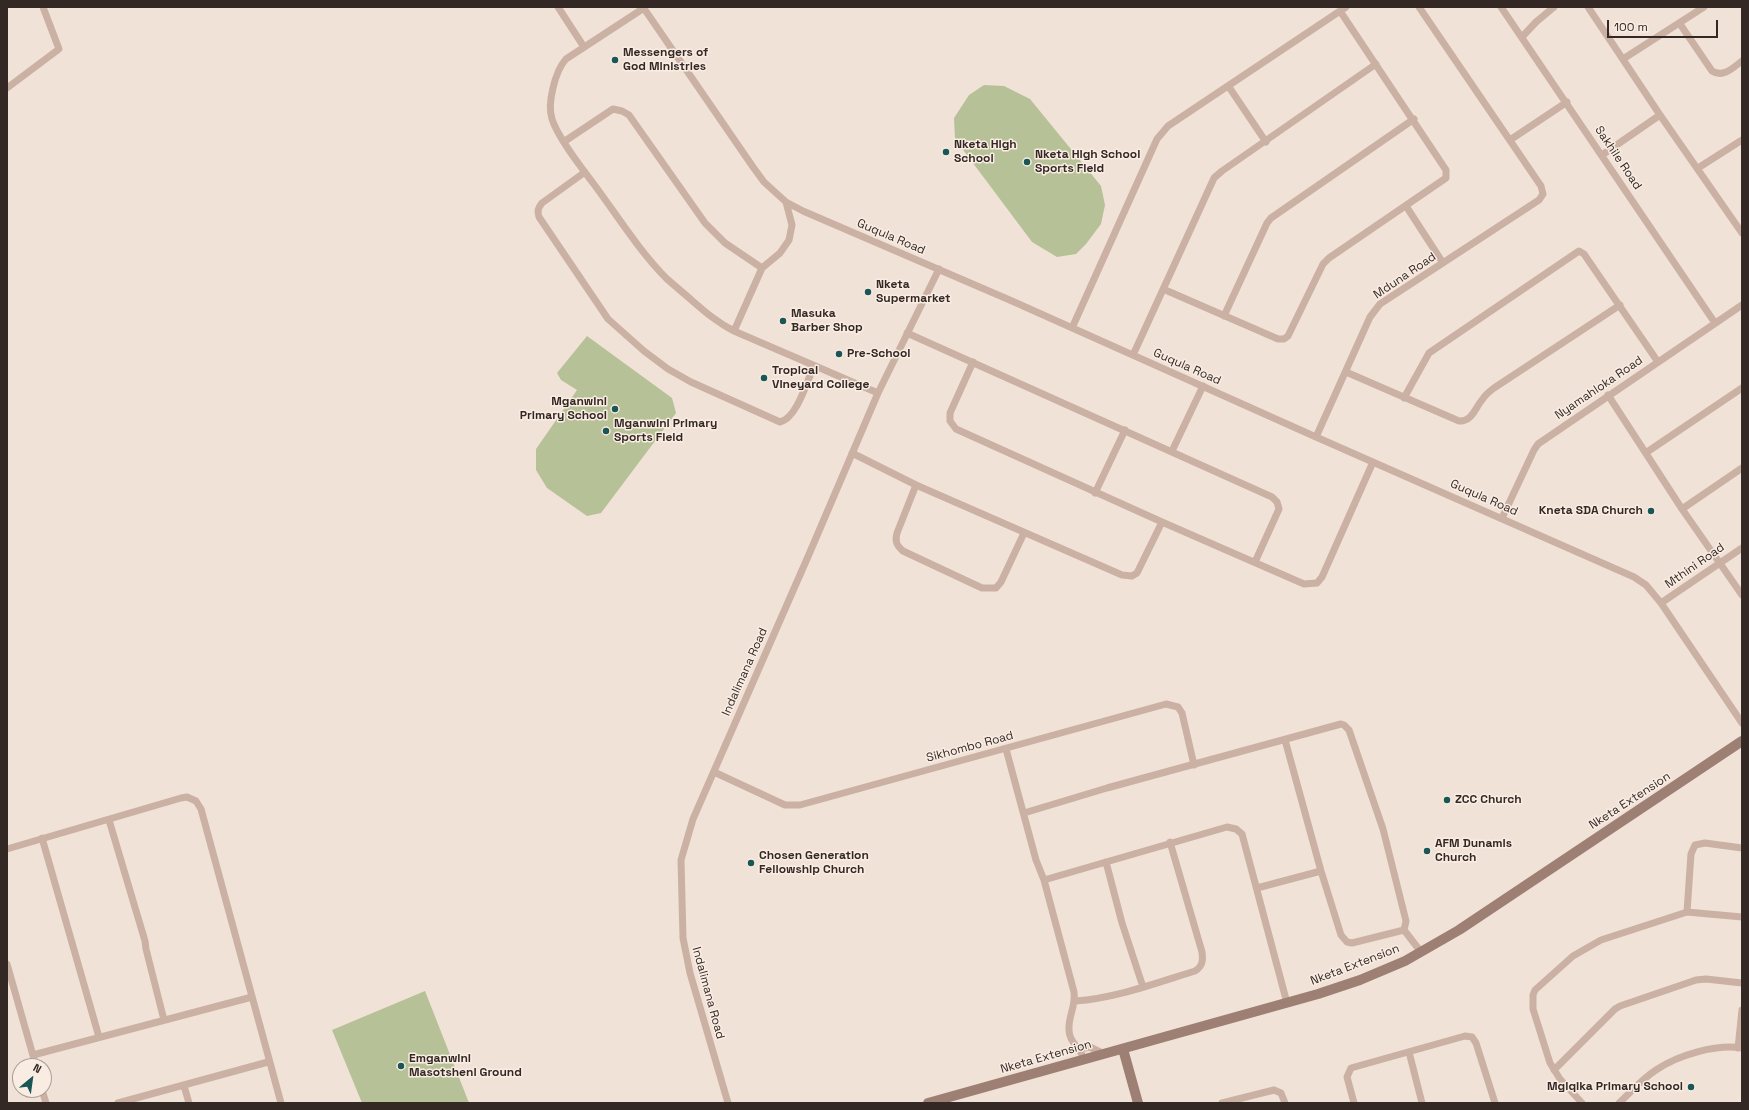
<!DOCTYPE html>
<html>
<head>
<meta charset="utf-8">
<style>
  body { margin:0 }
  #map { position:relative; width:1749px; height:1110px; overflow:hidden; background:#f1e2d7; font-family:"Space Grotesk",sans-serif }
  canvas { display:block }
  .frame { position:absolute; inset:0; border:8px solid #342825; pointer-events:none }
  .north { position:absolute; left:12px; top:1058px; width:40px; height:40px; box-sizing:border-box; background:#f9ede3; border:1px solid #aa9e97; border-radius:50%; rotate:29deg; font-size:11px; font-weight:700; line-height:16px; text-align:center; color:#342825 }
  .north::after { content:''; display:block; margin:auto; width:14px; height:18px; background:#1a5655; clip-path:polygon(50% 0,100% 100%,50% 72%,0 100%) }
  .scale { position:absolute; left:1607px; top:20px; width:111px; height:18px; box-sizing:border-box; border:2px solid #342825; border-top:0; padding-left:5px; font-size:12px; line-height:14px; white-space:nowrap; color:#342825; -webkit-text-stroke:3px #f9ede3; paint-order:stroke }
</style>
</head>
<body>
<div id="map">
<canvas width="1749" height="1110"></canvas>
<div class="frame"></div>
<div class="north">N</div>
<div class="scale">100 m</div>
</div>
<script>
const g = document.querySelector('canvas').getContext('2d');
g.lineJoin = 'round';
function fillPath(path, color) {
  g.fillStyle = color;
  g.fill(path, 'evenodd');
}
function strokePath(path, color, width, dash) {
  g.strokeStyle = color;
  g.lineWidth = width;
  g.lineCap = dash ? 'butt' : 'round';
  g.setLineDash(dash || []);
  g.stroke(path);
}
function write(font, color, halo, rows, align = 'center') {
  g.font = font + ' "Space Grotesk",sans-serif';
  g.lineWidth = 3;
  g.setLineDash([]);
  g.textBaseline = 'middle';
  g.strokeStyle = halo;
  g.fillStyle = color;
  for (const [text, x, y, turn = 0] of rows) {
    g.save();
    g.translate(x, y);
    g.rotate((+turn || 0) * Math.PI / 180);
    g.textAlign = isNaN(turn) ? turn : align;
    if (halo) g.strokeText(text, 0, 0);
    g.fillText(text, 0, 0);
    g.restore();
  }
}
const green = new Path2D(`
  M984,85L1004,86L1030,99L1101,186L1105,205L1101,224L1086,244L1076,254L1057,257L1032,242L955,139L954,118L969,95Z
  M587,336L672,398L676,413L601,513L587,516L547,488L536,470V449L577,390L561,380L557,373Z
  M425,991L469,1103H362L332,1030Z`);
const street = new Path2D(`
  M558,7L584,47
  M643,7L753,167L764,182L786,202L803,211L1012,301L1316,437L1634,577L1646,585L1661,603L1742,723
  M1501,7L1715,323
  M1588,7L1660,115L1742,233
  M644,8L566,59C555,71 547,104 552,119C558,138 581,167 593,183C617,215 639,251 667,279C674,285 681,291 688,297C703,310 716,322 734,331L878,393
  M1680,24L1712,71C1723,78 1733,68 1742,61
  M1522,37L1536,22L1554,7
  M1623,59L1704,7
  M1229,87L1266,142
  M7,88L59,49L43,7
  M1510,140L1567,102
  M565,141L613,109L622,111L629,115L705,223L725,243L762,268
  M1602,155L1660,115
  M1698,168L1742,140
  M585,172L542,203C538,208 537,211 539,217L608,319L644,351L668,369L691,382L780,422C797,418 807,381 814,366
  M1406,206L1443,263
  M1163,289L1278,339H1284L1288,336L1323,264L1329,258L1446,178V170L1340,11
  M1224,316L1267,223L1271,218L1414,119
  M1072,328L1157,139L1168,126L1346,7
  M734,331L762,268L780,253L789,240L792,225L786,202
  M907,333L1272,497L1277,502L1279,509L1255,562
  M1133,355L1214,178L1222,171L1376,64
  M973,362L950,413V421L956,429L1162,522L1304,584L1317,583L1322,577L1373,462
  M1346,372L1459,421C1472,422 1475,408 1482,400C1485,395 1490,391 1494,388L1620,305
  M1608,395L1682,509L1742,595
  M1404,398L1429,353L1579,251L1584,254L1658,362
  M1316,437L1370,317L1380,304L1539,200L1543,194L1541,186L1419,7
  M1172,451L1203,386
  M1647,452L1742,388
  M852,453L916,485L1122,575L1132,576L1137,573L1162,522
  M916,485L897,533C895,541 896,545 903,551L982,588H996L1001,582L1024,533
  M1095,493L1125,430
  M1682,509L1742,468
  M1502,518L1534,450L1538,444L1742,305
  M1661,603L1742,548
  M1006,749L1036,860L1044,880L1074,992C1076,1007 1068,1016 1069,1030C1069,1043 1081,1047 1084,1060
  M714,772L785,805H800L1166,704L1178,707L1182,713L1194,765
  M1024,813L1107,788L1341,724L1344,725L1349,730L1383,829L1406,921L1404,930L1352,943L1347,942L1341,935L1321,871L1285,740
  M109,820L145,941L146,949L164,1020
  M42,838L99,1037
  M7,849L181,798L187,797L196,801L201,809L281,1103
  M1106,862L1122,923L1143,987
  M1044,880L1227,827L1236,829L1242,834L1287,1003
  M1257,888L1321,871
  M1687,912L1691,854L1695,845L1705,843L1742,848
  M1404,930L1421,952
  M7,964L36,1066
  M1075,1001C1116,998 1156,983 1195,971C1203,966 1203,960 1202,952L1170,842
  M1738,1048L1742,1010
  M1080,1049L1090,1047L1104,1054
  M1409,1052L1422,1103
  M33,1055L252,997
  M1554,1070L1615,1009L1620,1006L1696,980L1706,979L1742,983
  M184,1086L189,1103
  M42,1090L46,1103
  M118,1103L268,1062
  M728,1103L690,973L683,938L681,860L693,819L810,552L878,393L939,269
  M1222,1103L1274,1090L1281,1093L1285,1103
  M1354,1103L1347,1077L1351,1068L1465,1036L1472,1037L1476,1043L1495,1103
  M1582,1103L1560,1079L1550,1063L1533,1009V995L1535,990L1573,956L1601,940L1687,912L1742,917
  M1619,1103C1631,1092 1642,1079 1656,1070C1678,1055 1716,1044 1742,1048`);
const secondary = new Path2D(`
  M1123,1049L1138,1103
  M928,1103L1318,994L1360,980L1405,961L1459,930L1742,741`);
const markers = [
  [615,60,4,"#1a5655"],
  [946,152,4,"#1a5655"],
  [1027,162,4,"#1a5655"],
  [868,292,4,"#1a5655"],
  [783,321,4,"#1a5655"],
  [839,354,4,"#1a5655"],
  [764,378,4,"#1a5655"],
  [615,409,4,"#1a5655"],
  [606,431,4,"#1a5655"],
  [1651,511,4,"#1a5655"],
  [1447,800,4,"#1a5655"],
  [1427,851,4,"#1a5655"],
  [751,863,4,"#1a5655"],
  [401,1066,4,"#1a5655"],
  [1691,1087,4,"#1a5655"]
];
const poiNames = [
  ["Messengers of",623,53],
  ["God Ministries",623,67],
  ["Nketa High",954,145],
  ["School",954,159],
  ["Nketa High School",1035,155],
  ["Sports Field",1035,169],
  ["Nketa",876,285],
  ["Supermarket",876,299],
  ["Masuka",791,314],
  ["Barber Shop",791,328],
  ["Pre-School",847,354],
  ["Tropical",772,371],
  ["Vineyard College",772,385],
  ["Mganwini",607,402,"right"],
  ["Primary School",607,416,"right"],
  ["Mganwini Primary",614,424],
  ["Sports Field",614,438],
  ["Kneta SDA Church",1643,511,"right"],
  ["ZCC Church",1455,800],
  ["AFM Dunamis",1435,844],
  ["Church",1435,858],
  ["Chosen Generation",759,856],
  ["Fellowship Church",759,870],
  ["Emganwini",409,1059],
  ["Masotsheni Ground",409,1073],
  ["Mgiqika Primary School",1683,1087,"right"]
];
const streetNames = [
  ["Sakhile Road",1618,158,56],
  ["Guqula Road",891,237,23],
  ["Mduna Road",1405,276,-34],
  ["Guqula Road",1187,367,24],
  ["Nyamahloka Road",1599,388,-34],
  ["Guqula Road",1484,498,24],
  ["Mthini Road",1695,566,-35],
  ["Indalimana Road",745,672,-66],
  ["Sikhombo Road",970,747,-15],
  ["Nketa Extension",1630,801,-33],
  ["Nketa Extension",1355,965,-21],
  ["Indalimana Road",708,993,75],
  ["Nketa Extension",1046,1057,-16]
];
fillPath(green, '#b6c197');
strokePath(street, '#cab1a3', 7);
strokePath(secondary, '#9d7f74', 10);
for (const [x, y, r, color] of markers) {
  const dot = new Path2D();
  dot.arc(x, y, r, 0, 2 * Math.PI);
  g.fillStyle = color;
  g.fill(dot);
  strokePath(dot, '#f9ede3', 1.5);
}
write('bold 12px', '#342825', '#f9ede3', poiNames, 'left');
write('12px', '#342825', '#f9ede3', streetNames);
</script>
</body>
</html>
+ + + + +
**Exercise prompt:**
After reading each line of the data, give only the number of lines that include the word "Math".

**Result for this exercise:**
2